LE DEMANDEUR :C'était l'armée qui arrêtait les garçons. En outre, l'endroit où j'habitais, je ne peux pas y retourner parce que cela fait maintenant partie d'une zone de sécurité. Et ce qui est encore plus important, je ne sais pas où sont mes parents maintenant. Où donc devrais-je aller vivre?

L'ACR :Eh bien, avez-vous des membres de votre famille à Jaffna? Des tantes, des oncles, des cousins, des grands-parents?

LE DEMANDEUR :Je n'ai pas beaucoup de parents. Et même s'il y en a, lorsqu'on arrête une personne, seul son père et sa mère ont le droit d'aller se renseigner à son sujet. Je suis certain que si je devais retourner là-bas, il pourrait m'arriver quelque chose. Ils m'arrêteraient et ils s'en prendraient à moi. Pourquoi donc retournerais-je à pareil endroit?

L'ACR :Je--

Mme TAUB :Pardon, vous dites que seuls votre père et votre mère peuvent intervenir si l'on vous arrête, mais dans votre cas, vos parents n'étaient pas en cause, il s'agissait d'un étranger qui était un ami de votre père.

LE DEMANDEUR :Lorsqu'il a communiqué avec les autorités, il n'a pas pu obtenir ma libération. Ce n'est qu'après leur avoir remis de l'argent qu'il a pu l'obtenir. Étant donné qu'il est dans les affaires, il a pu remettre l'argent, mais chaque fois qu'il en donne, je m'endette de plus en plus envers lui.

L'ACR :D'accord. J'aimerais simplement dire que si je comprends bien, il y a des avions, des bateaux, qui se rendent à Jaffna à partir du sud, que le gouvernement encourage les gens à retourner à Jaffna du-- ceux qui se sont enfuis par le passé, le système bancaire fonctionne de nouveau, les écoles et les hôpitaux sont ouverts, les gens sont--

LE DEMANDEUR :Je ne suis pas au courant de cela.

L'ACR :D'accord. Et lorsque vous dites qu'ils arrêtent les gens par suite des attaques des LTTE, voulez-vous dire qu'on les arrête et qu'on porte des accusations ou voulez-vous dire qu'on les détient pour les interroger? Le savez-vous?

LE DEMANDEUR :Je ne sais pas exactement pourquoi. Il leur est très difficile de trouver les gens qui -- les gens qui font partie du mouvement, de sorte qu'ils arrêtent les jeunes Tamouls. Habituellement, ils arrêtent les étudiants, puis ils font de la propagande et ils disent qu'ils ont arrêté les Tigres.

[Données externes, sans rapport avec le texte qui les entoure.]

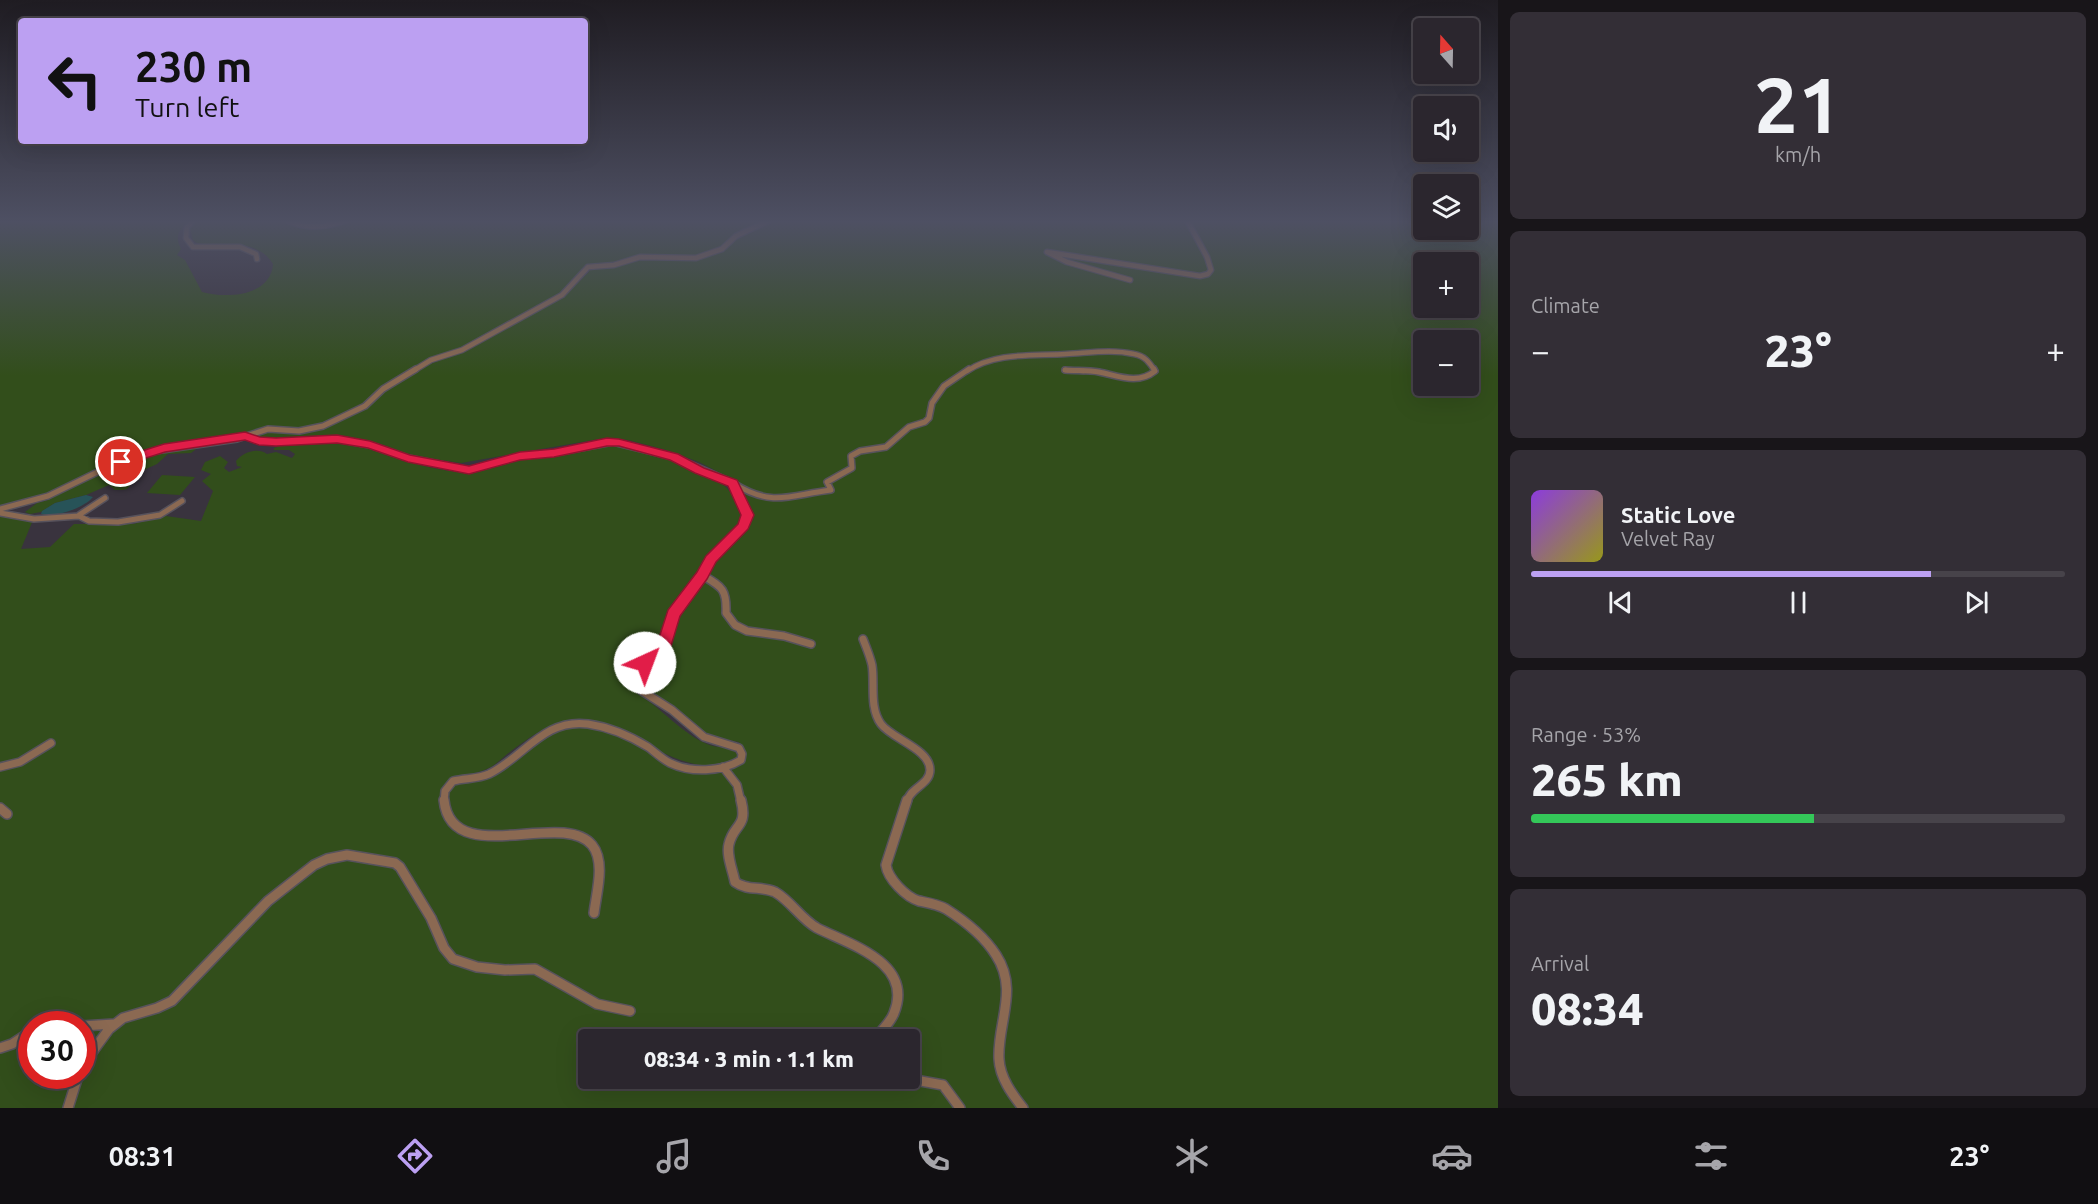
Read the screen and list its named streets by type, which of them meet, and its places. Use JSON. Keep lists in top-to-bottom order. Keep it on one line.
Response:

L'ACR :Monsieur, à deux endroits à Sri Lanka, vous avez été photographié, vos empreintes digitales ont été prises et il a été reconnu que vous n'étiez pas membre des LTTE, et ce, tant par l'armée que par la police à Colombo.

LE DEMANDEUR :Oui.

L'ACR :Alors, pourquoi croyez-vous que cela changerait, si vous alliez à Jaffna?

LE DEMANDEUR : Même à Colombo, après qu'on eut reconnu mon statut d'étudiant, et après ma première libération, on m'a arrêté une autre fois. Par conséquent, pour obtenir de l'argent, ou pour une autre raison, ils effectuent des arrestations.

[5]         Une bonne partie de la preuve dont disposait la Commission était composée du témoignage dans lequel M. Sivamayam donnait aux membres de la SSR des explications au sujet des épreuves qu'il avait subies dans le camp de Vavuniya lorsqu'il se rendait du nord au sud de Sri Lanka.

[6]         À la fin du témoignage, les propos suivants ont été échangés :

[TRADUCTION]

L'ACR :Sur votre Formulaire de renseignements personnels, vous déclarez que vous vouliez quitter Sri Lanka.

LE DEMANDEUR :Je voulais quitter le pays, mais je croyais qu'il n'y avait aucune façon de le faire, parce que je ne connaissais personne qui allait m'envoyer.

L'ACR :C'est tout.

M. NAQVI [le 2e membre de la formation] :    D'accord. Merci.

Mme TAUB :Allez-vous procéder à un réinterrogatoire, Maître?

L'AVOCAT :Non, merci.

Mme TAUB :                          D'accord. Je vais proposer quelque chose.

Mme MacLeod, pouvez-vous faire des observations très brèves?

L'ACR :Ouais.

Mme TAUB :Maître, puis-je vous demander de présenter des observations écrites cette fois-ci? Il n'en tient qu'à vous.

L'AVOCAT :Non, ça va. S'il faut faire des observations dans un cas comme celui-ci, je ne m'oppose pas à ce qu'elles soient faites par écrit.

Mme TAUB :C'est simplement à cause des contraintes de temps.

L'ACR : Oui. Eh bien, je ne vais pas faire de commentaires au sujet des pièces d'identité que le demandeur a produites.

Mme TAUB :Je crois que nous sommes satisfaits du (inaudible). Je ne crois pas que l'identité soit remise en question.

L'ACR :Non.

Mme TAUB :Je crois que la formation s'intéresserait à la question de la vraisemblance, en ce qui concerne Vavuniya.

L'ACR :D'accord.

Mme TAUB :(inaudible) Jaffna. Nous n'examinons pas la question de la PRI à Colombo.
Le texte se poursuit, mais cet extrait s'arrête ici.